Divertirsi non è dunque solo una cosa da bambini. Certo, nell’infanzia è un’attitudine naturale ma anche quando si cresce, dall’adolescenza in poi, è fondamentale e legittimo continuare a divertirsi, che non vuol dire vincere, perdere o guadagnare, ma vivere un momento di benessere in maniera gratuita, spontanea, disinteressata. Il divertimento di un bambino è infatti costituito da tre elementi fondamentali: fantasia, capacità di meravigliarsi e creatività ed è per questo che anche quando cresciamo ci divertiamo a prendere parte a giochi collettivi che rimandano al divertimento infantile. Il divertimento, inoltre, è un vero e proprio lubrificante sociale, che serve a creare legami e compattare gli individui. L’importante è che non sfoci mai nella derisione”.
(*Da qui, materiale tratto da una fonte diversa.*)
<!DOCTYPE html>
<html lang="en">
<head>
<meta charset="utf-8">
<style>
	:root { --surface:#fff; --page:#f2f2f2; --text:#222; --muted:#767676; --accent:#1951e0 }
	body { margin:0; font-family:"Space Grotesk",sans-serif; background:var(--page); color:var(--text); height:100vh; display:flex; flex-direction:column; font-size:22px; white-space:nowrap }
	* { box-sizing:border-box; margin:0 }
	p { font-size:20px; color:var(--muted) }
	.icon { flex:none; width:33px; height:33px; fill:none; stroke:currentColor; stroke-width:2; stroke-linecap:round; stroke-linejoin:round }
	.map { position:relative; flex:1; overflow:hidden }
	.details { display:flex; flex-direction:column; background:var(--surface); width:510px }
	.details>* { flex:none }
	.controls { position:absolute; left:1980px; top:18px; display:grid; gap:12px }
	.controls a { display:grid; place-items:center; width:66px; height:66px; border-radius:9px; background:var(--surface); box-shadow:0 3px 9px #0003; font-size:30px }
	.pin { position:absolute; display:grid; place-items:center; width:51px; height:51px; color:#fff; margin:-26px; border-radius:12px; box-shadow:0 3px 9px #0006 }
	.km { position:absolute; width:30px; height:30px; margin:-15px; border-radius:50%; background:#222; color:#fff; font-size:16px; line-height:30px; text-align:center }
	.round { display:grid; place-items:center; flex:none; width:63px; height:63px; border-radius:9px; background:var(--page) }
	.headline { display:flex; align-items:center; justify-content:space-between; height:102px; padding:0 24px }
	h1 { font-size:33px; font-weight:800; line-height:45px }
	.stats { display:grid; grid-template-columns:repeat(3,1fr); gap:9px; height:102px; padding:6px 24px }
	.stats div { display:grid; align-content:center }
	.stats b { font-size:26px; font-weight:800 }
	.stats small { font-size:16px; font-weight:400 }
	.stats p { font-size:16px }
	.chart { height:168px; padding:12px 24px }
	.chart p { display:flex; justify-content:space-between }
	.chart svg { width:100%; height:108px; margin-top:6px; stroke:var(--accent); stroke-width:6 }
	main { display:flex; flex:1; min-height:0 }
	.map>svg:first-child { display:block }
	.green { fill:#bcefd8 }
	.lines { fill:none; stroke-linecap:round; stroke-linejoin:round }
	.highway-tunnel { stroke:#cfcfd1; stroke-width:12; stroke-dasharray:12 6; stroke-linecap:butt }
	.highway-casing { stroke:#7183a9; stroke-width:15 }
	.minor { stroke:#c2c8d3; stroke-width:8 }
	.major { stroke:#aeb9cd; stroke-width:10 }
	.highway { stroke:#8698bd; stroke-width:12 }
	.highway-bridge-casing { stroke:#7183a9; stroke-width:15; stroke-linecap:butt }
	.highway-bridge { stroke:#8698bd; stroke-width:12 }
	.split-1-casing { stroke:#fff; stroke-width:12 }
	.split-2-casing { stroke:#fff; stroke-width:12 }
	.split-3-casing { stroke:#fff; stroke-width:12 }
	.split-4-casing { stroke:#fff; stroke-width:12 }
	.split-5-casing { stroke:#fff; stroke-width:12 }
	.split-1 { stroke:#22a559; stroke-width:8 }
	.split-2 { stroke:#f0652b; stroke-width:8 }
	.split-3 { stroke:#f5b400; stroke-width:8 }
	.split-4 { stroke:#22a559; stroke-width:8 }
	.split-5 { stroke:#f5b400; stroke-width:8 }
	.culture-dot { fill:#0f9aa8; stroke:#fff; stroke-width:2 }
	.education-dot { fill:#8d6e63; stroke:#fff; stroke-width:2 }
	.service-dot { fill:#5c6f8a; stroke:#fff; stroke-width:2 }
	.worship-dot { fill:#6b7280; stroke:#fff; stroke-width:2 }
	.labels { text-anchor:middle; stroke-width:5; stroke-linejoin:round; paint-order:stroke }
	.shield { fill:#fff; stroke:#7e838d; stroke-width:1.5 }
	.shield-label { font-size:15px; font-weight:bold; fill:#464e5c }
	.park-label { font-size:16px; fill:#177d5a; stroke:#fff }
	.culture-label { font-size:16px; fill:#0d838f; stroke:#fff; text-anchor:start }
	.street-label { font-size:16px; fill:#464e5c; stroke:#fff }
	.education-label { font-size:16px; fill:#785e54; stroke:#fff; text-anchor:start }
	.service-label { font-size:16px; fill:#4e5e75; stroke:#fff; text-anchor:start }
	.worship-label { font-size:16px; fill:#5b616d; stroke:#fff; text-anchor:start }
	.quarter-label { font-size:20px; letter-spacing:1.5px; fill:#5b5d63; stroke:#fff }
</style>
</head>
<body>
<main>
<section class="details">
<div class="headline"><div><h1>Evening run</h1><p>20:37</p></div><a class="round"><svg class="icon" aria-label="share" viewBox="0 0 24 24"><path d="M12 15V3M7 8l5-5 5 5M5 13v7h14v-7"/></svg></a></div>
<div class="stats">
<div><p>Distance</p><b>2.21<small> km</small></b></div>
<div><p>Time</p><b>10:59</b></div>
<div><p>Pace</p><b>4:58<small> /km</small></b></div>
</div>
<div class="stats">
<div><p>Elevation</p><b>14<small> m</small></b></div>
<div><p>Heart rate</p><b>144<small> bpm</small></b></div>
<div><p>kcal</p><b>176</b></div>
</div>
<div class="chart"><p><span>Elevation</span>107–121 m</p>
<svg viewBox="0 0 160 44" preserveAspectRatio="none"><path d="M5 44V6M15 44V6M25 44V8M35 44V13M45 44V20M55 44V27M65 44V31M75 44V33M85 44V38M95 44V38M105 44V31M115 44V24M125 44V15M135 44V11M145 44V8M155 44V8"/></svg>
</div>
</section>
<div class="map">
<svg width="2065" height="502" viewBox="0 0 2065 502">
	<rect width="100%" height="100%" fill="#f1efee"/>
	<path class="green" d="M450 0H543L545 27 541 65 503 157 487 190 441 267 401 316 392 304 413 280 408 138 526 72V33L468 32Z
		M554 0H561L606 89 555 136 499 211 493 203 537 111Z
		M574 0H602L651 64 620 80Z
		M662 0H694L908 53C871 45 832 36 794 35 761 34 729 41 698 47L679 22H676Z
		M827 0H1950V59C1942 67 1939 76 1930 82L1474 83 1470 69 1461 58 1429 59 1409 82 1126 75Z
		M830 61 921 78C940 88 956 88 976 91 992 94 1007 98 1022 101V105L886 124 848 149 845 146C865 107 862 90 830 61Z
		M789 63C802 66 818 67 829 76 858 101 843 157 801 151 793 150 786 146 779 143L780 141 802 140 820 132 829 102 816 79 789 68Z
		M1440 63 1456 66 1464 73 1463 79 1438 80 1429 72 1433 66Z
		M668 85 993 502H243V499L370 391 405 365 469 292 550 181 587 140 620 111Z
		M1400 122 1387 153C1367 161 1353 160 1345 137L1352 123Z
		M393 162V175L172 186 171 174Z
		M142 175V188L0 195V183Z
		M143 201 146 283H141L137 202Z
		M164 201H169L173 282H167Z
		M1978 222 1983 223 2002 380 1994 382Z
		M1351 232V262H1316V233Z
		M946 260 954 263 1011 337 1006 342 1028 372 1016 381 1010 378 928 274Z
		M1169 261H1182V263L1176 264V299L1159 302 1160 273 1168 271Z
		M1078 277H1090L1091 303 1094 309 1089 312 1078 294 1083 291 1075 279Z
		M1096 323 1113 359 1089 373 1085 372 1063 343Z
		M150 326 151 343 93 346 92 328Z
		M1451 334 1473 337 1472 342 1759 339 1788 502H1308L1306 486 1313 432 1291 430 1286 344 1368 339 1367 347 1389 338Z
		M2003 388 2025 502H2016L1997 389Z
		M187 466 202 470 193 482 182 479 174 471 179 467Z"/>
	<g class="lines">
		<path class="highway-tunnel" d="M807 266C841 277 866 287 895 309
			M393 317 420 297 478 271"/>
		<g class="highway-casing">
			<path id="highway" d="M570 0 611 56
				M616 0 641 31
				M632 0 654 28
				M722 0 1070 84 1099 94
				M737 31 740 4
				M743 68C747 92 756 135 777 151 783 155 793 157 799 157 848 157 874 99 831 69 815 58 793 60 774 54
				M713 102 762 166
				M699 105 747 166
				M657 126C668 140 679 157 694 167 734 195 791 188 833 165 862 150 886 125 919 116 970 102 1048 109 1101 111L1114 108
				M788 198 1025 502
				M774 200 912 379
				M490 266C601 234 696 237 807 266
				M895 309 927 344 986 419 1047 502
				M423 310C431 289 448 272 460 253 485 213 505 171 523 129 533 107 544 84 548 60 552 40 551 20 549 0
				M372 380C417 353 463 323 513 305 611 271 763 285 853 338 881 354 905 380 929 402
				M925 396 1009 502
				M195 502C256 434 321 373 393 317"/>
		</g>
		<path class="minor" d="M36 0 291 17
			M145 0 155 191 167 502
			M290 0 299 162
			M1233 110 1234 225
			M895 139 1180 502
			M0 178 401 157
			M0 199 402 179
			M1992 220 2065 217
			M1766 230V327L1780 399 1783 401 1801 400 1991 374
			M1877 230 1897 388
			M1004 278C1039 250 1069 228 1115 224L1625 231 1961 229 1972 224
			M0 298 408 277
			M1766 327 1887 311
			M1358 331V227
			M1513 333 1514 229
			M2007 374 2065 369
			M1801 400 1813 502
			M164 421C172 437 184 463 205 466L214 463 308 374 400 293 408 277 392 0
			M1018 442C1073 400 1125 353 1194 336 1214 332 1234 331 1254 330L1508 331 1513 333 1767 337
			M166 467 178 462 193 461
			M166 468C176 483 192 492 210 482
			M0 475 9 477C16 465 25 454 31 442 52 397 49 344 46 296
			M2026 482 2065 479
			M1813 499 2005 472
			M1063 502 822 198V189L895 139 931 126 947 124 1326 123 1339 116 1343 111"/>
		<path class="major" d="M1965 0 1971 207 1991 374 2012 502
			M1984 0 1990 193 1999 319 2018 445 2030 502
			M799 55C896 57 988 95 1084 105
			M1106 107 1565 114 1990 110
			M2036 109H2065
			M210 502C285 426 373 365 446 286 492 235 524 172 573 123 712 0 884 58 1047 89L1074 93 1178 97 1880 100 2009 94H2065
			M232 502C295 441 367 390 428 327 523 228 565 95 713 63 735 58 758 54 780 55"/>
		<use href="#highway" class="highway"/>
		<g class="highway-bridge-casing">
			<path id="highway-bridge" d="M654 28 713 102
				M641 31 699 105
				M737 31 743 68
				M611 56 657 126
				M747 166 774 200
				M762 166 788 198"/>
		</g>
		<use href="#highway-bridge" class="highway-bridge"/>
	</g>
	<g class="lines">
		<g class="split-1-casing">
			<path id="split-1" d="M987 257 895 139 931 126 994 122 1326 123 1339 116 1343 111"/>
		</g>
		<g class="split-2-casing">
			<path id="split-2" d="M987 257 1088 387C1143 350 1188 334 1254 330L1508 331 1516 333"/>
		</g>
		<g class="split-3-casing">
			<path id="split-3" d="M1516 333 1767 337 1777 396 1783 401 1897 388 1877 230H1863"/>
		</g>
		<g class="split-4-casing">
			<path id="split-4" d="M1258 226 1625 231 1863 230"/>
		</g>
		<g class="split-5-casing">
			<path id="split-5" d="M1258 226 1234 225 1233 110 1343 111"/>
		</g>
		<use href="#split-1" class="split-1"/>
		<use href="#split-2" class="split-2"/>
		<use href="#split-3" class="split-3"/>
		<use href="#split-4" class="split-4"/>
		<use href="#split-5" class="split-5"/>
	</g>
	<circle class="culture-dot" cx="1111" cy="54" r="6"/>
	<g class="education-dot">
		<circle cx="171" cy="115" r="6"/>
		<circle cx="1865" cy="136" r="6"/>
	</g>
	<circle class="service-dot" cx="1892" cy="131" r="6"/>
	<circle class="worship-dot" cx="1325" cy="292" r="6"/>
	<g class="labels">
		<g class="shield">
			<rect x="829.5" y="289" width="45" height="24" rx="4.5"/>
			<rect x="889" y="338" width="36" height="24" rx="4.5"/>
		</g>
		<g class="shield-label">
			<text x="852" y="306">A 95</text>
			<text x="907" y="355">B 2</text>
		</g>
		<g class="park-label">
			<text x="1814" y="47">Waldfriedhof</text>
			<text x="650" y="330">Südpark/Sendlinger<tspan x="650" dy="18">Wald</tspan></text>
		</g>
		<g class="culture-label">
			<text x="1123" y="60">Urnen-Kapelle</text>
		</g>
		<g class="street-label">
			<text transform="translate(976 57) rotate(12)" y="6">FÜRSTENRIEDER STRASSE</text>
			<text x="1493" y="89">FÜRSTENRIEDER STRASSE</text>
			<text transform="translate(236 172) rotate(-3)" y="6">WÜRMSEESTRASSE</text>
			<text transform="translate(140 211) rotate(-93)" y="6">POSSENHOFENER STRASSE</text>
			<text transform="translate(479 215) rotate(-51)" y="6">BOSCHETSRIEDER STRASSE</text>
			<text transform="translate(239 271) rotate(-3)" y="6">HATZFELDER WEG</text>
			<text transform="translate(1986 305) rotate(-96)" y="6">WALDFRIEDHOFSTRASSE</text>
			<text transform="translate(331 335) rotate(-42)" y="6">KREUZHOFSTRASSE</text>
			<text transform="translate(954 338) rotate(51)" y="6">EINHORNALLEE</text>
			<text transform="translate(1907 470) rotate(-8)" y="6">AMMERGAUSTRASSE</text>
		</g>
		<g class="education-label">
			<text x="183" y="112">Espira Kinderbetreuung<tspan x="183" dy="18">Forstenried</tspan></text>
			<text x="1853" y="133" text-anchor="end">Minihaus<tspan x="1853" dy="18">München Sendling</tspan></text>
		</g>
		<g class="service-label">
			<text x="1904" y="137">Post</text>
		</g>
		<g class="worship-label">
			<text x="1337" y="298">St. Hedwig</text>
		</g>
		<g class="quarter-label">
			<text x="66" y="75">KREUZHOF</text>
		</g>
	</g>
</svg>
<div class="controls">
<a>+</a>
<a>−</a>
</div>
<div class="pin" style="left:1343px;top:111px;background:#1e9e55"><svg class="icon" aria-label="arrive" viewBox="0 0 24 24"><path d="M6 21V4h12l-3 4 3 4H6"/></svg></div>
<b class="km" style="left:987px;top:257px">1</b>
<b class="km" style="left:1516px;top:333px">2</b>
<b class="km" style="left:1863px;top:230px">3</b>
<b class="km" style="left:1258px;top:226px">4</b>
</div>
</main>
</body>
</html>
Il divertimento è dunque un aspetto fondamentale per la singola persona e la collettività. Lo conferma uno studio dell’University College London, secondo il quale divertirsi allunga la vita perché riduce stress, ansia e rischi di incorrere in dipendenze. Divertirsi, inoltre, aiuta a connettersi e ad essere creativi, come sostiene la dottoressa April Everett nel suo libro Benefits and Challenges of Fun in the Workplace (2011). Quando si ride insieme questa azione invia un messaggio esterno non verbale che dice “Siamo uguali, condividiamo gli stessi valori”. I dottori John e Julie Gottmann, esperti di relazioni del Gottman Research Institute di Seattle, hanno studiato le coppie felici e infelici in modo sistematico. Hanno scoperto che le coppie felici sanno come divertirsi insieme. Sembra che se si ha la capacità di creare e partecipare ad atti di umorismo e affetto, anche le capacità di risoluzione dei conflitti migliorano. Infine, ridere è una questione sociale. Sostiene infatti Robert R. Provine nel suo Laughter: A scientific investigation (2000) che le risate sono trenta volte più frequenti nelle situazioni sociali che in quelle solitarie. La risata è contagiosa: spesso basta sentire qualcuno ridere per iniziare a ridere.

Il Watergame da record che si è celebrato sabato 21 luglio all’Aquafan di Riccione, ha dunque coinvolto 1.018 persone, dai 2 ai 65 anni. Quindici minuti di puro divertimento, in cui i partecipanti si sono sfidati a spruzzi d’acqua sulle note della hit dell’estate “Dura” di Daddy Yankee, per poi finire lanciandosi in un ballo collettivo cadenzato dal “Parapapapapa” del duo rap brasiliano Cidinho e Doca. Il tutto, al grido di “Forever Fun”.